EXTRACTED ENTRIES START

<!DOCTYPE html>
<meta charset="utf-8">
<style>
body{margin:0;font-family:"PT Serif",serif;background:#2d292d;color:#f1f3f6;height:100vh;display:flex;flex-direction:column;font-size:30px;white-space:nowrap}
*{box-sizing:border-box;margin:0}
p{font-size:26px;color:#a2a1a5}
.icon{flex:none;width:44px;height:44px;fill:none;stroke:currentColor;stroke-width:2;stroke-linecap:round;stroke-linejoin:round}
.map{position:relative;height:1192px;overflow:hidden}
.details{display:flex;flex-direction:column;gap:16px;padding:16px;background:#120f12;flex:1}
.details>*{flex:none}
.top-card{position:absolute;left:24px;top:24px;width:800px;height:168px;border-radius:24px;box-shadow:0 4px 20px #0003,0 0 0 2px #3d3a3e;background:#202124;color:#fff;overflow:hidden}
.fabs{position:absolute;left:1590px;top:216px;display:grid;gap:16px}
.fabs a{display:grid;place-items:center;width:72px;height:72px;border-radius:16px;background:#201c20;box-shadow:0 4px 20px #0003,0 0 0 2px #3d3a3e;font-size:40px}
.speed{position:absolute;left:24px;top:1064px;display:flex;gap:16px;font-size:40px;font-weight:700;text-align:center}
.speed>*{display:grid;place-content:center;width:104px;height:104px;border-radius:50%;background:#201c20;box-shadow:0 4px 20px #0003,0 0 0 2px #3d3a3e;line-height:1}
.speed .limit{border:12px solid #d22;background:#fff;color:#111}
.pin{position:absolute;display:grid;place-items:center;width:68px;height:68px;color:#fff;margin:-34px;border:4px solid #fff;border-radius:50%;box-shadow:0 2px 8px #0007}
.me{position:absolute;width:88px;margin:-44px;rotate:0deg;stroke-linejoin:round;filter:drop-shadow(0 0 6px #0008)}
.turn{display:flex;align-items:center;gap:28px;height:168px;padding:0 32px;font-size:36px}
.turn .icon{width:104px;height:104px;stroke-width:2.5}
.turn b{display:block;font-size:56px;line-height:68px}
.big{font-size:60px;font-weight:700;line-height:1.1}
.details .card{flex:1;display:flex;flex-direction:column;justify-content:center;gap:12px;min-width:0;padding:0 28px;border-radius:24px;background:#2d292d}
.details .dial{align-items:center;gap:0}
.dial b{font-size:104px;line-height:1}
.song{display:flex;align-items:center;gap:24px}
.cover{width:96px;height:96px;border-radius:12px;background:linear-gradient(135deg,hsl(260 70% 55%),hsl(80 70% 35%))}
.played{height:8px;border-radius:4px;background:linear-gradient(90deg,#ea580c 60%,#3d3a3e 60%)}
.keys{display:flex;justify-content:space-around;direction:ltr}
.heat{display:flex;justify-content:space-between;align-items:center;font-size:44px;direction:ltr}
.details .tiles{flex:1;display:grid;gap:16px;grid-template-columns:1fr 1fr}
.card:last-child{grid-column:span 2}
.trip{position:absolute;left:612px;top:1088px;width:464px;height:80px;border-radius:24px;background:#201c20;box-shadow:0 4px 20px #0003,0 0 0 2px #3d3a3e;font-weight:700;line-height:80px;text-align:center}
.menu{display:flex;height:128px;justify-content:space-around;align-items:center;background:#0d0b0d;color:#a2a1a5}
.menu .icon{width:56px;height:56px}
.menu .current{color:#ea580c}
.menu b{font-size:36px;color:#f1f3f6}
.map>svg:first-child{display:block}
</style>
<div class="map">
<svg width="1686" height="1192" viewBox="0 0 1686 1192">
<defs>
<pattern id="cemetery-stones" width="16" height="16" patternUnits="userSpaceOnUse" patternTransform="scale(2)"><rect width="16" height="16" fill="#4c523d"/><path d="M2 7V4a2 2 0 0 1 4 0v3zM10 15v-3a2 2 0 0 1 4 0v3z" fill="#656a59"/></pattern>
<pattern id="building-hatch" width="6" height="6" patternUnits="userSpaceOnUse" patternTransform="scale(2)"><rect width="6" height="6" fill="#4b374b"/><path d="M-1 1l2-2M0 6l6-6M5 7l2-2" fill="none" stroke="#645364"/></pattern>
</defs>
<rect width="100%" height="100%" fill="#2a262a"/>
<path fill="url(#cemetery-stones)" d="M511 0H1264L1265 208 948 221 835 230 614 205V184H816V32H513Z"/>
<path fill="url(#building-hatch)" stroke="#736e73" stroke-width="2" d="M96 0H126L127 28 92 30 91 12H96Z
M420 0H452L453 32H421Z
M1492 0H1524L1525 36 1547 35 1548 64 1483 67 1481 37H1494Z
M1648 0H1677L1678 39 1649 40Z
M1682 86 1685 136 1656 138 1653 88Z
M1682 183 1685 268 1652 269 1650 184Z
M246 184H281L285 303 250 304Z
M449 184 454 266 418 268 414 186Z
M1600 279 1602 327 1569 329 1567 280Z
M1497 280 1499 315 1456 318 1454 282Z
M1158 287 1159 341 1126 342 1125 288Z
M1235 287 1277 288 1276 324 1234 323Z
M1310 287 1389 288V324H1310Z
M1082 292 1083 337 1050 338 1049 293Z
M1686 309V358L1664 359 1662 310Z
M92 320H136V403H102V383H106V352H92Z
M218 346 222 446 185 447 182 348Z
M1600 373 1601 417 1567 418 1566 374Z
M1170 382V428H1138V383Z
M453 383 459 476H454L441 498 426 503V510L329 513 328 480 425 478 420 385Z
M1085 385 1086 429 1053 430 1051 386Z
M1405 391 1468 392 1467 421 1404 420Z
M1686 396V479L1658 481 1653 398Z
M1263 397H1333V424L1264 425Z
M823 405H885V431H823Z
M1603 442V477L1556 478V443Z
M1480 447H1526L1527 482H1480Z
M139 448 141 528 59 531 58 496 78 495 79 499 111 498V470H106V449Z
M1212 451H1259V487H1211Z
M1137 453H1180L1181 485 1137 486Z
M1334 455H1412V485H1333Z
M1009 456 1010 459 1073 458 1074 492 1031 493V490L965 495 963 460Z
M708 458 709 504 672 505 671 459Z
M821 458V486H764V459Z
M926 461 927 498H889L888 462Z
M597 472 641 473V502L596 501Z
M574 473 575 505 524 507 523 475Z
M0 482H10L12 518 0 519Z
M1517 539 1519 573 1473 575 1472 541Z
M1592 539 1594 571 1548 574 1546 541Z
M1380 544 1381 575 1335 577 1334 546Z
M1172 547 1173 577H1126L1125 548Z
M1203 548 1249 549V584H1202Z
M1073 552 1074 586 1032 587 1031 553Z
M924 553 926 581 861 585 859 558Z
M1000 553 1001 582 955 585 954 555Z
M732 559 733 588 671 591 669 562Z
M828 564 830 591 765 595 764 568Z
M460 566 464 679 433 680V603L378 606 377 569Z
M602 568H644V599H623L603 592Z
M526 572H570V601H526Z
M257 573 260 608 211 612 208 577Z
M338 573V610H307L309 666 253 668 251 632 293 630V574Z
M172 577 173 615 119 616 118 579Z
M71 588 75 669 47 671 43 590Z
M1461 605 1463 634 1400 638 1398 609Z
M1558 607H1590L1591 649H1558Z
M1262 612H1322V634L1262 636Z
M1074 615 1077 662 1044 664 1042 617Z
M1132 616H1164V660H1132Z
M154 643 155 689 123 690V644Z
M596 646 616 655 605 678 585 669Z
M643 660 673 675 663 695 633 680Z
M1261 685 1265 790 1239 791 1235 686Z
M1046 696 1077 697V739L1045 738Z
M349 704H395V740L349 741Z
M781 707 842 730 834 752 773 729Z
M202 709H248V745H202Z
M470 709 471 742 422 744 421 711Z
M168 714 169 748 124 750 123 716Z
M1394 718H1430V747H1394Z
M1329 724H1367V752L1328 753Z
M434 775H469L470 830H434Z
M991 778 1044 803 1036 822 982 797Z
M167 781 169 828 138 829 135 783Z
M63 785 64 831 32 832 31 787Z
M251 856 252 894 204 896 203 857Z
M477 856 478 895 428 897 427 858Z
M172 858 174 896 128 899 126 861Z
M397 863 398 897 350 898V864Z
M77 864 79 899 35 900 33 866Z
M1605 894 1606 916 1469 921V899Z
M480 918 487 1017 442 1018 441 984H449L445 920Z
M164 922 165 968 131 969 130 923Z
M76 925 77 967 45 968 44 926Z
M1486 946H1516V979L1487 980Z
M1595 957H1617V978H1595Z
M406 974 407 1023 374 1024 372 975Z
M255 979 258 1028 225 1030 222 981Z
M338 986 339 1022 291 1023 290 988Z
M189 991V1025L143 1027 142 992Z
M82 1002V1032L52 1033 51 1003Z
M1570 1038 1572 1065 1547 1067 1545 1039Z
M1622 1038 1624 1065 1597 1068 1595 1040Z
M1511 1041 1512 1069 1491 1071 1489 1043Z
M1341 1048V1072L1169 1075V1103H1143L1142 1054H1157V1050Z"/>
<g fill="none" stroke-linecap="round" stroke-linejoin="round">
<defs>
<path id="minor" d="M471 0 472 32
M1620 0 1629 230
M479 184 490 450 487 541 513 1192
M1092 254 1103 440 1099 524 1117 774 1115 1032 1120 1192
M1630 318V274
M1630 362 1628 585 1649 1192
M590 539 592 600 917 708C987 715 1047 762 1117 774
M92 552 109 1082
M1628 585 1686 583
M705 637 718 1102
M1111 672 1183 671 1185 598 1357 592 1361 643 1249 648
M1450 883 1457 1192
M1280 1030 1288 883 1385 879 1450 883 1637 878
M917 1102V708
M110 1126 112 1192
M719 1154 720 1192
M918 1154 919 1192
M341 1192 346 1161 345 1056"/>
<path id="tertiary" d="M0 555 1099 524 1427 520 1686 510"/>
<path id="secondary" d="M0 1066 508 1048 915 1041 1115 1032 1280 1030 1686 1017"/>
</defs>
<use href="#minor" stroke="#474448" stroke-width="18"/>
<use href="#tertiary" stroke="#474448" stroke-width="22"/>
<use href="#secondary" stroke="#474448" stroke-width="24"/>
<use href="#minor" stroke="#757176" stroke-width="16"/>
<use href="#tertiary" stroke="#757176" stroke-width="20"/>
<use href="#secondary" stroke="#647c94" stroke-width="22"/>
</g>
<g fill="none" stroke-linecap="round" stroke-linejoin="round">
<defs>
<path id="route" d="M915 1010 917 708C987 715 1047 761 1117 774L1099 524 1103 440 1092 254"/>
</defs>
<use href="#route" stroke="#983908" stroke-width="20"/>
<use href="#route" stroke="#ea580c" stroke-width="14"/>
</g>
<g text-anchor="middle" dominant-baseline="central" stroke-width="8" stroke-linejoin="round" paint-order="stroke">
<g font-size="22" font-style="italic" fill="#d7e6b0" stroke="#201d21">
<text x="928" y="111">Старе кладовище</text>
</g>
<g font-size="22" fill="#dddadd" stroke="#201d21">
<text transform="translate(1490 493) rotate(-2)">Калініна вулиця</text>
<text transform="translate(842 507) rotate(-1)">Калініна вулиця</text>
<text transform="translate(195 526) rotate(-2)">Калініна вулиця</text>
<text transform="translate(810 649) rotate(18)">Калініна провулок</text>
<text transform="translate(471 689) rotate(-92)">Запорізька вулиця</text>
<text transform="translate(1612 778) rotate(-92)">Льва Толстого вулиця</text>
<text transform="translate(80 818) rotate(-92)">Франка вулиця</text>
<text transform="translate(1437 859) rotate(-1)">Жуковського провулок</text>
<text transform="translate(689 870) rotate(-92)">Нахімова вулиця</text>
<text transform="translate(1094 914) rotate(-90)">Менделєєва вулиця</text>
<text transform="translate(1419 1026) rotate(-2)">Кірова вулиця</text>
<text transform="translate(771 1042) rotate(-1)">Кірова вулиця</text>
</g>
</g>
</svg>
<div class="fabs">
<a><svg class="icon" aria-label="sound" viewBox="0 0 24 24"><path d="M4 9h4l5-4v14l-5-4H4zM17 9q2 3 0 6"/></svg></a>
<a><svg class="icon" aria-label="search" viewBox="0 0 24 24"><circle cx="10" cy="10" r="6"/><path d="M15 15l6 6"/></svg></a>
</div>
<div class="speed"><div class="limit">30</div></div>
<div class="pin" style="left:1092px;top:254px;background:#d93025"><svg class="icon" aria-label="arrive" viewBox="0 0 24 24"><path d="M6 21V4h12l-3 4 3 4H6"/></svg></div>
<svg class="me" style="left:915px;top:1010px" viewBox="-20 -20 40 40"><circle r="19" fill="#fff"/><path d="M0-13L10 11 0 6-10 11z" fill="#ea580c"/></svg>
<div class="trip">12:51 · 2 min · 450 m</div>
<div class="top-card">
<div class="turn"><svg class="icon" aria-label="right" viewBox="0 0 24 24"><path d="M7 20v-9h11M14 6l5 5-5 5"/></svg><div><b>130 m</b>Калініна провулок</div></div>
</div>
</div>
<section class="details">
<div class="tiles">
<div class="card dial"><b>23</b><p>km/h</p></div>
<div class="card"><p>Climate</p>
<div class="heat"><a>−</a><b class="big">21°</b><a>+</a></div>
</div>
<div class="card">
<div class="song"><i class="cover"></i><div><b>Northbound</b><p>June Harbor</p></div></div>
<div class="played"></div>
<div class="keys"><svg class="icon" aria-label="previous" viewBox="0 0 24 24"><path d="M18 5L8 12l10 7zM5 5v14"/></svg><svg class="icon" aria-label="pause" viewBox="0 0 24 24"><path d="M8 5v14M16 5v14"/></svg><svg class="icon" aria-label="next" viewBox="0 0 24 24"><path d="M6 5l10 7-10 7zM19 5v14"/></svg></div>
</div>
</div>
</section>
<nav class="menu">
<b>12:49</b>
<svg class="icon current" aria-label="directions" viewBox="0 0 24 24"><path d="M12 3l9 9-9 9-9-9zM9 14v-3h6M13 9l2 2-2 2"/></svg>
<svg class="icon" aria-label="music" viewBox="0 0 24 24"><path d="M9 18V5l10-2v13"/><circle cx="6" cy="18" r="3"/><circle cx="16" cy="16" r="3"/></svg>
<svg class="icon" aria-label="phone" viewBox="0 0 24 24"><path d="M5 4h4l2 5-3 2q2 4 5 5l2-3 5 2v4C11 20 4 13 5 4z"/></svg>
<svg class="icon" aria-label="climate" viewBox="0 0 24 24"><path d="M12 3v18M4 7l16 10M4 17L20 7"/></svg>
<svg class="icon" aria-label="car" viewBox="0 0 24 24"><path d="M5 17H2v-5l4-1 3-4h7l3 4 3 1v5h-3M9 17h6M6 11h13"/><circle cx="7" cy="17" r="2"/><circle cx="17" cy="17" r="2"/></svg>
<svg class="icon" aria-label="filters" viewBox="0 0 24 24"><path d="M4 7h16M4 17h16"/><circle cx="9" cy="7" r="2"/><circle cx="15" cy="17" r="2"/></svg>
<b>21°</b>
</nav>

EXTRACTED ENTRIES END

• _EXERCISE PROMPT_
Give only the lines from the one holding "M477 856 478 895 428 897 427 858Z" through the one holding "555 1099 524", each restated exactly as it appears above.

• _EXERCISE RESULT_
M477 856 478 895 428 897 427 858Z
M172 858 174 896 128 899 126 861Z
M397 863 398 897 350 898V864Z
M77 864 79 899 35 900 33 866Z
M1605 894 1606 916 1469 921V899Z
M480 918 487 1017 442 1018 441 984H449L445 920Z
M164 922 165 968 131 969 130 923Z
M76 925 77 967 45 968 44 926Z
M1486 946H1516V979L1487 980Z
M1595 957H1617V978H1595Z
M406 974 407 1023 374 1024 372 975Z
M255 979 258 1028 225 1030 222 981Z
M338 986 339 1022 291 1023 290 988Z
M189 991V1025L143 1027 142 992Z
M82 1002V1032L52 1033 51 1003Z
M1570 1038 1572 1065 1547 1067 1545 1039Z
M1622 1038 1624 1065 1597 1068 1595 1040Z
M1511 1041 1512 1069 1491 1071 1489 1043Z
M1341 1048V1072L1169 1075V1103H1143L1142 1054H1157V1050Z"/>
<g fill="none" stroke-linecap="round" stroke-linejoin="round">
<defs>
<path id="minor" d="M471 0 472 32
M1620 0 1629 230
M479 184 490 450 487 541 513 1192
M1092 254 1103 440 1099 524 1117 774 1115 1032 1120 1192
M1630 318V274
M1630 362 1628 585 1649 1192
M590 539 592 600 917 708C987 715 1047 762 1117 774
M92 552 109 1082
M1628 585 1686 583
M705 637 718 1102
M1111 672 1183 671 1185 598 1357 592 1361 643 1249 648
M1450 883 1457 1192
M1280 1030 1288 883 1385 879 1450 883 1637 878
M917 1102V708
M110 1126 112 1192
M719 1154 720 1192
M918 1154 919 1192
M341 1192 346 1161 345 1056"/>
<path id="tertiary" d="M0 555 1099 524 1427 520 1686 510"/>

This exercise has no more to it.